YOUR ASSIGNMENT: Copy out every line from the records that includes "rows".

TASK MATERIAL:
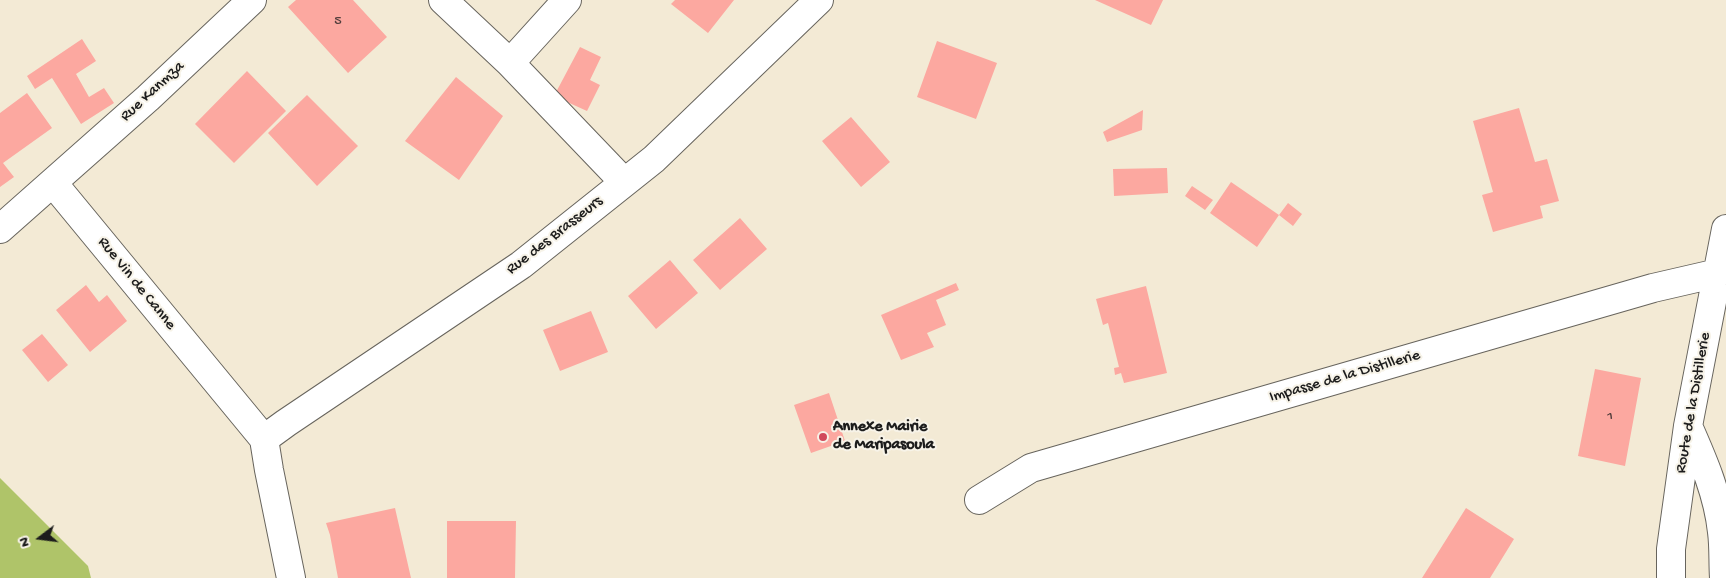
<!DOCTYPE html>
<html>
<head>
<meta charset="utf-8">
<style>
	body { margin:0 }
	#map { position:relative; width:1726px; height:578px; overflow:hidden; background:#f3ead5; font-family:"Gochi Hand",sans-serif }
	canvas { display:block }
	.north { position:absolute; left:15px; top:513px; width:50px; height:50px; -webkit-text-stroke:4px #f7f3e8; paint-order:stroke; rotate:255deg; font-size:14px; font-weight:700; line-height:20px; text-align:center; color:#1c1c1c }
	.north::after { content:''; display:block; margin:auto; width:18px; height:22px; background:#1c1c1c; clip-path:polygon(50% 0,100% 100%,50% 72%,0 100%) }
</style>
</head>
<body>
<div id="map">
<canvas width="1726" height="578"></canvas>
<div class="north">N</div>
</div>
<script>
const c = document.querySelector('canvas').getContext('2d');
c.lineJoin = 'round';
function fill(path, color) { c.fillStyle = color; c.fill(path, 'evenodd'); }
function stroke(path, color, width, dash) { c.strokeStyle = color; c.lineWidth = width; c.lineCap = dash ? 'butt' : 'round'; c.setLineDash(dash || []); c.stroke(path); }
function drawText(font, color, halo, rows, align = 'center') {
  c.font = font + ' "Gochi Hand",sans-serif'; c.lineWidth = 4; c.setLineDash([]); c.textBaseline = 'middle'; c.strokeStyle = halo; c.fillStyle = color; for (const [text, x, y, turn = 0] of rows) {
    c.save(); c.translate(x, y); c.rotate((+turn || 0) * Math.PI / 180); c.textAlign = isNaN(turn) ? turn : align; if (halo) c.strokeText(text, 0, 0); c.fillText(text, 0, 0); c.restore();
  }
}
const green = new Path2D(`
	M0,478L88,566L91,578H0Z`);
const building = new Path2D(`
	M296,0H353L387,37L348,73L288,7Z
	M675,0H734L708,33L671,4Z
	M1095,0H1163L1151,25Z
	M82,39L96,61L76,74L89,97L104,88L114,103L81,124L52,78L35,89L27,76Z
	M937,41L997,63L976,119L917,97Z
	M580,47L601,57L590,80L600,85L587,111L554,96Z
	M247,71L286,111L234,163L195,124Z
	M456,77L503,116L459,180L405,141Z
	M27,93L52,128L3,163L14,177L0,187V113Z
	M307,95L358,146L317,186L268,133Z
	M1519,108L1535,162L1547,159L1559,201L1540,206L1543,218L1493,232L1482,195L1493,192L1473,121Z
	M1143,110L1142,130L1107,142L1103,132Z
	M851,117L890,162L861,187L822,141Z
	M1167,168L1168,193L1114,196L1113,169Z
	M1231,182L1279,215L1257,247L1210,213Z
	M1192,186L1213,200L1205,210L1185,196Z
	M1288,203L1302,214L1293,226L1279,215Z
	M740,218L767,249L720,290L693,260Z
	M670,260L698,293L656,329L628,296Z
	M956,283L959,290L936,300L946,325L927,333L934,347L901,360L881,315Z
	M86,285L99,302L107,295L127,321L90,352L56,310Z
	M1146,286L1167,373L1124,383L1121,373L1115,375L1114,368L1119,367L1108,323L1103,325L1096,299Z
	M591,311L608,352L560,371L543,330Z
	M42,334L68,365L48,382L22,350Z
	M1595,369L1641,378L1625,466L1578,456Z
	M829,393L845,441L811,453L794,405Z
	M395,508L411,578H338L330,535L326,523Z
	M1466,508L1514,539L1490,578H1422Z
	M447,521H516L515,578H447Z`);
const minor = new Path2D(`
	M443,0L510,63L624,182
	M510,63L567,0
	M53,183L264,439
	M0,229L148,98L252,0
	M1688,426C1703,460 1718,494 1722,532C1724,547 1723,563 1724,578
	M264,439L286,423L521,265L654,159L819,0
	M264,439L269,470L291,578
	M979,500L1031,468L1653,288L1718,273
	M1671,578V549L1688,426L1726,229`);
const markers = [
	[823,437,5,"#d1495b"]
];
const numberNames = [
	["5",338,22],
	["1",1610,417]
];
const streetNames = [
	["Rue Kanmza",153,92,-43],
	["Rue des Brasseurs",555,236,-38],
	["Rue Vin de Canne",136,284,51],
	["Impasse de la Distillerie",1345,377,-16],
	["Route de la Distillerie",1694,403,-80]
];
const poiNames = [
	["Annexe Mairie",833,428],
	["de Maripasoula",833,446]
];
fill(green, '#afc469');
fill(building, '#fca8a0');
stroke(minor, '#67645d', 30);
stroke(minor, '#fff', 28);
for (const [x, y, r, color] of markers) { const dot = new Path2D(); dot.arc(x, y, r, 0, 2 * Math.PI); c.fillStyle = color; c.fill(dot); stroke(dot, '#f7f3e8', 2); }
drawText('14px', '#543f3d', null, numberNames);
drawText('16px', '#1c1c1c', '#f7f3e8', streetNames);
drawText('bold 16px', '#1c1c1c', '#f7f3e8', poiNames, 'left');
</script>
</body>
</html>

TASK OUTPUT:
function drawText(font, color, halo, rows, align = 'center') {
  c.font = font + ' "Gochi Hand",sans-serif'; c.lineWidth = 4; c.setLineDash([]); c.textBaseline = 'middle'; c.strokeStyle = halo; c.fillStyle = color; for (const [text, x, y, turn = 0] of rows) {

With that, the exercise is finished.